Though NV Energy had long said it was only studying whether to build a $1 billion natural gas plant in North Las Vegas, the request last fall spurred concerns about rate hikes and the utility’s financial motives.
Several state energy leaders worried that the utility had not evaluated other options of how to source the roughly 700 megawatts of power the plant would have provided. Because the utility is guaranteed a rate of return on its investments, some accused it of picking the most profitable option.
But in early January, the utility began looking into other options. It issued a solicitation for 400 to 700 megawatts in capacity of fossil fuel or renewables. All of the responses were from natural gas providers.
On April 1, NV Energy entered into a sale agreement with Calpine. More details about the pending purchase are likely to be included in an NV Energy filing with the Public Utilities Commission of Nevada in July.
The sale of the South Point Energy Center, in the Mojave Valley, will provide NV Energy with a capacity of about 500 megawatts. NV Energy plans to obtain an additional 135 megawatts of capacity from renewable sources.
The move to acquire a new natural gas plant comes as state officials, the utility and renewable advocates are debating the future of clean energy in the state. The governor’s New Energy Industry Task Force could recommend legislation on a variety of clean energy policies.
A spokesperson for residential solar giant SolarCity’s effort to restore the rooftop solar market here criticized the utility for not pursuing an option that allows for more flexibility — not being locked into a new power plant — and private investment rather than ratepayer investment.
“We should be able to have the flexibility to meet growing demand with whatever is the least cost for ratepayers,” said the spokeswoman, Chandler Sherman, arguing that by the time ratepayers pay off the cost of the new plant, solar will have proven to be a cheaper, stabler and more efficient option for the grid.
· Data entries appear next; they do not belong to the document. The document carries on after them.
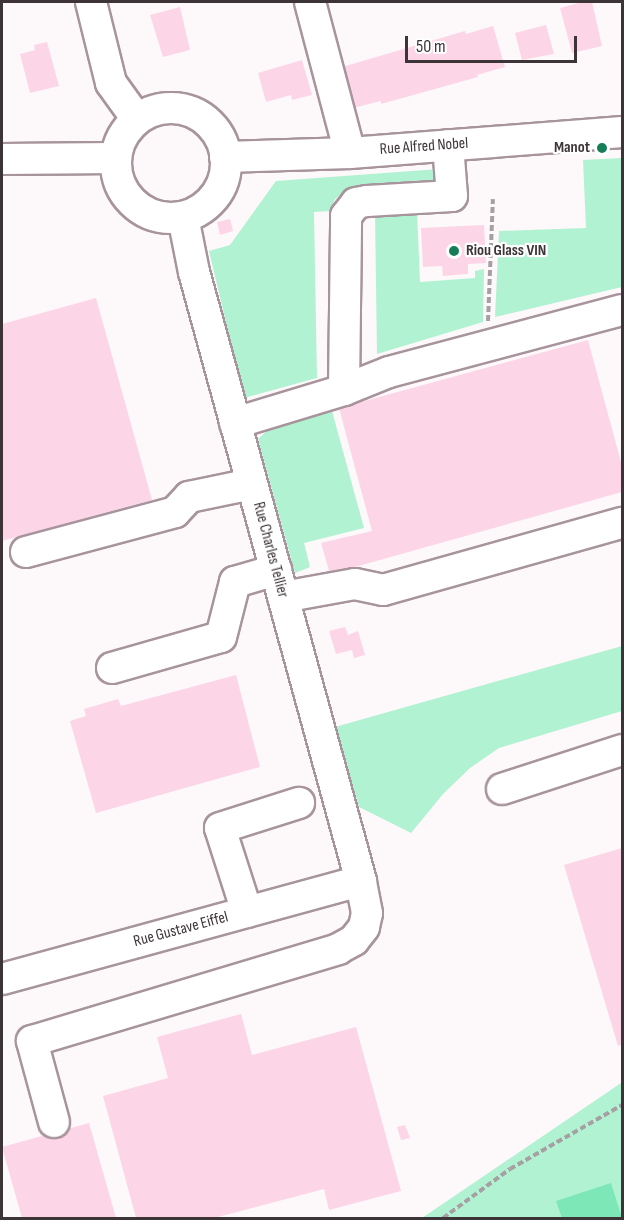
<!DOCTYPE html>
<style>
body{margin:0}
#map{position:relative;width:624px;height:1220px;overflow:hidden;background:#fdf8fa;font-family:"Sofia Sans Condensed",sans-serif}
div>[style]{position:absolute}
.green>*{inset:0;background:#b1f2d2}
.water>*{inset:0;background:#7de7b7}
.building>*{inset:0;background:#fcd6e7}
.path>*{height:4px;margin-top:-2px;transform-origin:0;background:repeating-linear-gradient(90deg,#a6a0a3 0 6px,transparent 0 9px)}
.roads{filter:drop-shadow(2px 0 #a7949c) drop-shadow(-2px 0 #a7949c) drop-shadow(0 2px #a7949c) drop-shadow(0 -2px #a7949c)}
.minor>*{height:30px;margin:-15px;padding:0 15px;transform-origin:15px;border-radius:15px;background:#fff}
.minor>.ring{margin:-15px;padding:0;box-sizing:content-box;background:none;border:30px solid #fff;border-radius:50%}
.dots>*{width:16px;height:16px;translate:-50% -50%;box-sizing:border-box;border:3px solid #fff;border-radius:50%}
span{translate:-50% -50%;white-space:nowrap;text-align:center;line-height:1.15;-webkit-text-stroke:4.5px #fff;paint-order:stroke}
.street-label{font-size:16px;color:#3c3437}
.poi-label{font-size:16px;color:#3c3437;font-weight:700}
.right{translate:-100% -50%;text-align:right}
.left{translate:0 -50%;text-align:left}
.frame{position:absolute;inset:0;border:3px solid #3c3437;pointer-events:none}
.scale{position:absolute;left:405px;top:36px;width:172px;height:27px;box-sizing:border-box;border:3px solid #3c3437;border-top:0;padding-left:8px;font-size:18px;line-height:21px;white-space:nowrap;color:#3c3437;-webkit-text-stroke:4px #fff;paint-order:stroke}
</style>
<div id="map">
<div class="green">
<i style="clip-path:polygon(622px 158px,622px 287px,495px 317px,499px 231px,586px 228px,583px 160px)"></i>
<i style="clip-path:polygon(439px 169px,439px 180px,429px 187px,347px 190px,335px 199px,330px 211px,314px 212px,317px 378px,244px 398px,209px 251px,230px 245px,276px 181px)"></i>
<i style="clip-path:polygon(417px 210px,420px 282px,475px 278px,475px 271px,484px 269px,483px 322px,377px 354px,375px 212px)"></i>
<i style="clip-path:polygon(332px 411px,364px 528px,304px 543px,310px 567px,295px 573px,258px 439px,272px 426px)"></i>
<i style="clip-path:polygon(622px 646px,622px 711px,499px 748px,470px 768px,443px 794px,411px 833px,359px 807px,335px 727px)"></i>
<i style="clip-path:polygon(621px 1083px,622px 1218px,422px 1218px)"></i>
</div>
<div class="water">
<i style="clip-path:polygon(611px 1183px,622px 1218px,562px 1218px,556px 1201px)"></i>
</div>
<div class="building">
<i style="clip-path:polygon(582px 2px,592px 2px,602px 46px,572px 53px,560px 8px)"></i>
<i style="clip-path:polygon(180px 7px,190px 50px,163px 57px,150px 15px)"></i>
<i style="clip-path:polygon(546px 25px,554px 54px,522px 60px,515px 33px)"></i>
<i style="clip-path:polygon(493px 26px,505px 67px,477px 75px,478px 77px,381px 104px,381px 101px,353px 108px,342px 67px,465px 31px,466px 34px)"></i>
<i style="clip-path:polygon(47px 42px,59px 86px,30px 93px,20px 54px,35px 50px,34px 45px)"></i>
<i style="clip-path:polygon(302px 60px,312px 95px,292px 100px,291px 95px,266px 102px,258px 73px)"></i>
<i style="clip-path:polygon(230px 219px,233px 231px,220px 235px,217px 222px)"></i>
<i style="clip-path:polygon(484px 225px,486px 263px,468px 264px,468px 274px,443px 276px,442px 266px,423px 267px,421px 228px)"></i>
<i style="clip-path:polygon(96px 298px,152px 500px,2px 541px,2px 324px)"></i>
<i style="clip-path:polygon(588px 340px,622px 466px,622px 492px,330px 574px,321px 543px,372px 531px,339px 408px)"></i>
<i style="clip-path:polygon(345px 627px,348px 635px,358px 631px,365px 655px,354px 658px,352px 650px,336px 654px,329px 631px)"></i>
<i style="clip-path:polygon(236px 675px,260px 767px,96px 813px,70px 721px,86px 716px,84px 709px,118px 699px,121px 706px)"></i>
<i style="clip-path:polygon(622px 848px,622px 1044px,618px 1046px,564px 865px)"></i>
<i style="clip-path:polygon(241px 1014px,252px 1055px,356px 1027px,401px 1191px,329px 1210px,324px 1189px,214px 1218px,136px 1218px,103px 1096px,168px 1078px,157px 1037px)"></i>
<i style="clip-path:polygon(89px 1123px,116px 1218px,22px 1218px,2px 1147px)"></i>
<i style="clip-path:polygon(405px 1125px,410px 1138px,401px 1140px,397px 1127px)"></i>
</div>
<div class="path">
<i style="left:488px;top:321px;width:122px;rotate:-87.7deg"></i>
<i style="left:443px;top:1218px;width:83px;rotate:-36.2deg"></i>
<i style="left:510px;top:1169px;width:129px;rotate:-29.7deg"></i>
</div>
<div class="roads">
<div class="minor">
<i style="left:91px;top:2px;width:83px;rotate:76.1deg"></i>
<i style="left:111px;top:83px;width:44px;rotate:54.2deg"></i>
<i style="left:310px;top:2px;width:156px;rotate:75.2deg"></i>
<i class="ring" style="left:116px;top:108px;width:80px;height:80px"></i>
<i style="left:225px;top:157px;width:125px;rotate:-1.8deg"></i>
<i style="left:350px;top:153px;width:273px;rotate:-4.4deg"></i>
<i style="left:2px;top:159px;width:114px;rotate:-0.5deg"></i>
<i style="left:344px;top:390px;width:48px;rotate:-21.8deg"></i>
<i style="left:389px;top:372px;width:241px;rotate:-14.9deg"></i>
<i style="left:235px;top:423px;width:114px;rotate:-16.8deg"></i>
<i style="left:344px;top:390px;width:174px;rotate:-89.3deg"></i>
<i style="left:346px;top:216px;width:16px;rotate:-52deg"></i>
<i style="left:356px;top:203px;width:11px;rotate:-10deg"></i>
<i style="left:367px;top:201px;width:85px;rotate:-3.4deg"></i>
<i style="left:452px;top:196px;width:51px;rotate:-94.5deg"></i>
<i style="left:26px;top:552px;width:154px;rotate:-15deg"></i>
<i style="left:175px;top:512px;width:21px;rotate:-47deg"></i>
<i style="left:189px;top:497px;width:64px;rotate:-11.7deg"></i>
<i style="left:283px;top:597px;width:73px;rotate:-10.2deg"></i>
<i style="left:355px;top:584px;width:29px;rotate:12deg"></i>
<i style="left:383px;top:590px;width:248px;rotate:-15.7deg"></i>
<i style="left:112px;top:668px;width:113px;rotate:-15.9deg"></i>
<i style="left:221px;top:637px;width:57px;rotate:-75.7deg"></i>
<i style="left:235px;top:582px;width:43px;rotate:-16.3deg"></i>
<i style="left:502px;top:789px;width:126px;rotate:-18deg"></i>
<i style="left:247px;top:912px;width:88px;rotate:-107.8deg"></i>
<i style="left:220px;top:828px;width:83px;rotate:-17.6deg"></i>
<i style="left:2px;top:979px;width:372px;rotate:-15.3deg"></i>
<i style="left:54px;top:1122px;width:84px;rotate:-105.2deg"></i>
<i style="left:32px;top:1041px;width:320px;rotate:-16.7deg"></i>
<i style="left:338px;top:949px;width:18px;rotate:-29deg"></i>
<i style="left:354px;top:940px;width:16px;rotate:-52deg"></i>
<i style="left:364px;top:927px;width:14px;rotate:-78deg"></i>
<i style="left:367px;top:913px;width:33px;rotate:-101deg"></i>
<i style="left:361px;top:881px;width:631px;rotate:-105.33deg"></i>
<i style="left:194px;top:272px;width:56px;rotate:-101.3deg"></i>
</div>
</div>
<div class="dots">
<i style="left:602px;top:148px;background:#157e58"></i>
<i style="left:454px;top:251px;background:#157e58"></i>
</div>
<div class="street-label">
<span style="left:424px;top:147px;rotate:-4deg">Rue Alfred Nobel</span>
<span style="left:270px;top:550px;rotate:75deg">Rue Charles Tellier</span>
<span style="left:181px;top:930px;rotate:-15deg">Rue Gustave Eiffel</span>
</div>
<div class="poi-label">
<span class="right" style="left:590px;top:148px">Manot</span>
<span class="left" style="left:466px;top:251px">Riou Glass VIN</span>
</div>
<div class="frame"></div>
<div class="scale">50 m</div>
</div>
Rooftop solar, she said, could also decrease the need for the new energy.
Some have pointed to Hawaii as an example of how solar companies can work with utilities to develop alternatives that address capacity. A Hawaii utility recently partnered with SolarCity to use Tesla storage batteries so that solar could provide customers with energy in the evening.
Geraghty said it would be difficult for NV Energy to meet the 700-megawatt need with solar alone. Solar, he argues, is less efficient later in the day when demand for energy is often at its peak. In the bidding process, he said NV Energy was looking for the least expensive resource that could provide hundreds of megawatts during all times of the day. Though energy storage devices, like the batteries in Hawaii, would have made solar available in the evening, the utility said that the technology had not progressed to the point where it was a cost-competitive option.
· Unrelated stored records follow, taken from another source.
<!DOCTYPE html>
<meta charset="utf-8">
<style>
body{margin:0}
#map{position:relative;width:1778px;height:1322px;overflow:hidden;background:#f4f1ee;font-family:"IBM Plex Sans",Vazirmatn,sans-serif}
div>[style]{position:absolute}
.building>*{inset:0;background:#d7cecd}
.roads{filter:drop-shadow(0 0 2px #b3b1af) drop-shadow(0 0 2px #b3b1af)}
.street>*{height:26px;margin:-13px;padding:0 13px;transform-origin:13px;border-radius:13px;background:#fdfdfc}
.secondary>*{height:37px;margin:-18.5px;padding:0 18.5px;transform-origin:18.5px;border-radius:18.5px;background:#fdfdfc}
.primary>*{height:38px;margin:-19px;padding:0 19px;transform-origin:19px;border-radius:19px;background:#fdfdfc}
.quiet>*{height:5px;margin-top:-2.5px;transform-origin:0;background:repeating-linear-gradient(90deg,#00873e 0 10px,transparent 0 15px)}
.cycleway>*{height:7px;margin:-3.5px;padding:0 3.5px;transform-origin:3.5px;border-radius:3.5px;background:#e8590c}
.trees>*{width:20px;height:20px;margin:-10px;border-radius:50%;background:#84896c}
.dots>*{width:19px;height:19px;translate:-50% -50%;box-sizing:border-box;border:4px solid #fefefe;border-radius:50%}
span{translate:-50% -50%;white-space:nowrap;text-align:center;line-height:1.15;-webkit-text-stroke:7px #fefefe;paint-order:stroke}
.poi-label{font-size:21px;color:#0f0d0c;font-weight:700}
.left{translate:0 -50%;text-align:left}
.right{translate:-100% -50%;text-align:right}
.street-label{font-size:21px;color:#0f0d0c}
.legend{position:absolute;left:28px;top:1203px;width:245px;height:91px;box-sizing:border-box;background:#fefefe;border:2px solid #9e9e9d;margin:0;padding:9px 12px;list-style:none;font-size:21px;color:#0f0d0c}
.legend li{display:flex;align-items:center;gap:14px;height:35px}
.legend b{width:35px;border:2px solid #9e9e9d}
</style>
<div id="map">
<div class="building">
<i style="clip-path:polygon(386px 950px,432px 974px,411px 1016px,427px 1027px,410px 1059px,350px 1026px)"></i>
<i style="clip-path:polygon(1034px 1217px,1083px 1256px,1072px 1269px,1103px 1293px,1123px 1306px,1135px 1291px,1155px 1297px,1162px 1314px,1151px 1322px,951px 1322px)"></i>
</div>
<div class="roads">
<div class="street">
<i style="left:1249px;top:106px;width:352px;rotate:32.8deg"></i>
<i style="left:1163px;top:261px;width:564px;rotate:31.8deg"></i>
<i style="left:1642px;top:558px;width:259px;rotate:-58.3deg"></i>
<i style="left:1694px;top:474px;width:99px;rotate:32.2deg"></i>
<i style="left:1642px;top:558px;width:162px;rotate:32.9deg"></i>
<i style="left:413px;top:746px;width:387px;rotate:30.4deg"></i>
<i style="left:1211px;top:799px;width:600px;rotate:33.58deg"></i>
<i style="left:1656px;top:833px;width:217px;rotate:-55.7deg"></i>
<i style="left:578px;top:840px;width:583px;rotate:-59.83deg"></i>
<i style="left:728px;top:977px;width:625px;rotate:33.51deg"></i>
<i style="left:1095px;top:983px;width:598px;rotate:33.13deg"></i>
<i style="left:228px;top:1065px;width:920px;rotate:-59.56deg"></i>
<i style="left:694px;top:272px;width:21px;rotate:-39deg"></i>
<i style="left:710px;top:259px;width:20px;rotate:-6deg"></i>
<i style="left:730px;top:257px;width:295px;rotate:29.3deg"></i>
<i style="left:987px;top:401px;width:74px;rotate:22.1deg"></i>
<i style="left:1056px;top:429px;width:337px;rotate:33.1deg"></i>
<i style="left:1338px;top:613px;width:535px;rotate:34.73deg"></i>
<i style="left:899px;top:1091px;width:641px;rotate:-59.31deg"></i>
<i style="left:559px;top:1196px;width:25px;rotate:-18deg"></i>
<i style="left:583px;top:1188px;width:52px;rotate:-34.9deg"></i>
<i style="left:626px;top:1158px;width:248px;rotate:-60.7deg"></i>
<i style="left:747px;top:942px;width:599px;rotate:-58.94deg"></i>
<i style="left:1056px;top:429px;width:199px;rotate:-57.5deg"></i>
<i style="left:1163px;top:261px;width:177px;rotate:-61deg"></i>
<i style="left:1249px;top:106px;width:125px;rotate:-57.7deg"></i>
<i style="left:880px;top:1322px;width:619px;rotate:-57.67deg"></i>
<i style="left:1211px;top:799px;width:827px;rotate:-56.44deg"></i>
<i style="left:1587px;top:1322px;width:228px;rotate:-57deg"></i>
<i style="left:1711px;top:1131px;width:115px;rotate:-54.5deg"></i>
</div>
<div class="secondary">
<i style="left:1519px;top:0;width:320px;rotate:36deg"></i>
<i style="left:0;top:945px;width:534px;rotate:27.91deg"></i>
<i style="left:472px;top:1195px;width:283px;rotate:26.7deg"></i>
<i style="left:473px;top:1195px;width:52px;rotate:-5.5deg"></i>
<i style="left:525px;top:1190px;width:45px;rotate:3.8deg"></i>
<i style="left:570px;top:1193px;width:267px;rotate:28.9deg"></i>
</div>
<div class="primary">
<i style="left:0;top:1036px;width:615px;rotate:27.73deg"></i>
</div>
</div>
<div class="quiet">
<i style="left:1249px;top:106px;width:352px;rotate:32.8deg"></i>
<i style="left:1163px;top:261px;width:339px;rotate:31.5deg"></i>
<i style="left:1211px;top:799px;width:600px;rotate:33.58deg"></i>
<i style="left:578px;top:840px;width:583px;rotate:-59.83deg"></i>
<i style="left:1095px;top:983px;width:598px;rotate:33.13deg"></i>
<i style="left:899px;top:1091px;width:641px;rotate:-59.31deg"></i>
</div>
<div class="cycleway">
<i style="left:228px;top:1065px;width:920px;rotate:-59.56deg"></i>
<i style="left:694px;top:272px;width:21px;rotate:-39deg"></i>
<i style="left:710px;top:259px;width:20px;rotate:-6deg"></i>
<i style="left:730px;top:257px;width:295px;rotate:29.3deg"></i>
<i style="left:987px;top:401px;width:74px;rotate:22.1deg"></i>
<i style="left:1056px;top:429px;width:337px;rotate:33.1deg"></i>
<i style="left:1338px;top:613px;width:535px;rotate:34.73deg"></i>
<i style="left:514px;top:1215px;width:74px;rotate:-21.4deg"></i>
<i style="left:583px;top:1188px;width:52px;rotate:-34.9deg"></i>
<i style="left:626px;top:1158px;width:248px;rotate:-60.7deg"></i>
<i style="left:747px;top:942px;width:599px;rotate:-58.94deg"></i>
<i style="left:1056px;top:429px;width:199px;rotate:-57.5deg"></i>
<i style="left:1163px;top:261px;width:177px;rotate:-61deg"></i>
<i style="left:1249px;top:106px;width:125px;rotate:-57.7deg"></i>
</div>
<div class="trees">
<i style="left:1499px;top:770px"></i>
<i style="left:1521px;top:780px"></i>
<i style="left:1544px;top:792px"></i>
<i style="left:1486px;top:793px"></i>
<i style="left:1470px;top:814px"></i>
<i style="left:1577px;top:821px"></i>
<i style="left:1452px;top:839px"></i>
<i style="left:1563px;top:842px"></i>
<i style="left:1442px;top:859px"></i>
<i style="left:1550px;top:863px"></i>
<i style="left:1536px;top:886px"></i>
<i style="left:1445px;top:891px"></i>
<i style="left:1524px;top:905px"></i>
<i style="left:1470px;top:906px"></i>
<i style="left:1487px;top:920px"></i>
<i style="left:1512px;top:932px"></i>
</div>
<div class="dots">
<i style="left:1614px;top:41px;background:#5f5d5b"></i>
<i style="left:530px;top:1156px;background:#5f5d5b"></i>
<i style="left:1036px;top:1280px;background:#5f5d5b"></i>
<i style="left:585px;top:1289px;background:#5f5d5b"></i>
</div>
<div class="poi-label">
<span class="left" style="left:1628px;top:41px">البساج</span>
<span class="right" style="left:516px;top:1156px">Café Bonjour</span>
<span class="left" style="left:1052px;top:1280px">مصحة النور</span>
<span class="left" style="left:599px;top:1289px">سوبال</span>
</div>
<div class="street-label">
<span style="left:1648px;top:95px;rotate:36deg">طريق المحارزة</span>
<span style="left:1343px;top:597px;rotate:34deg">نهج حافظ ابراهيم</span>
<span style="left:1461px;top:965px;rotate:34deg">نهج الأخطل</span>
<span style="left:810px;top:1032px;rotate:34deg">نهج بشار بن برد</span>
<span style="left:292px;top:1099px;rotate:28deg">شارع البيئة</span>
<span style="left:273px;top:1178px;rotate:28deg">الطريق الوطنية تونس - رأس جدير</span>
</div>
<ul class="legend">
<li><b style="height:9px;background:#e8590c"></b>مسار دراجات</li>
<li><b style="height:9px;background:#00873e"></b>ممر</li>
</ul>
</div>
The South Point plant will operate year-round but run most heavily in the summer.
In the coming months, the utility might find itself under more pressure to acquire renewable resources. A subcommittee of the energy task force is discussing the state’s renewable portfolio standard on May 16 and could recommend legislative changes. Clean energy advocates argue that the standard does not encourage in-state renewable development because the utility can purchase and apply credits from out-of-state projects to show that it is in compliance.
Under the current requirement, the utility is tasked with ensuring that 25 percent of its retail sales come from renewable energy by 2025. While the utility surpassed the 20 percent requirement for 2015, critics have said the energy it generates from renewables is closer to about 14 percent.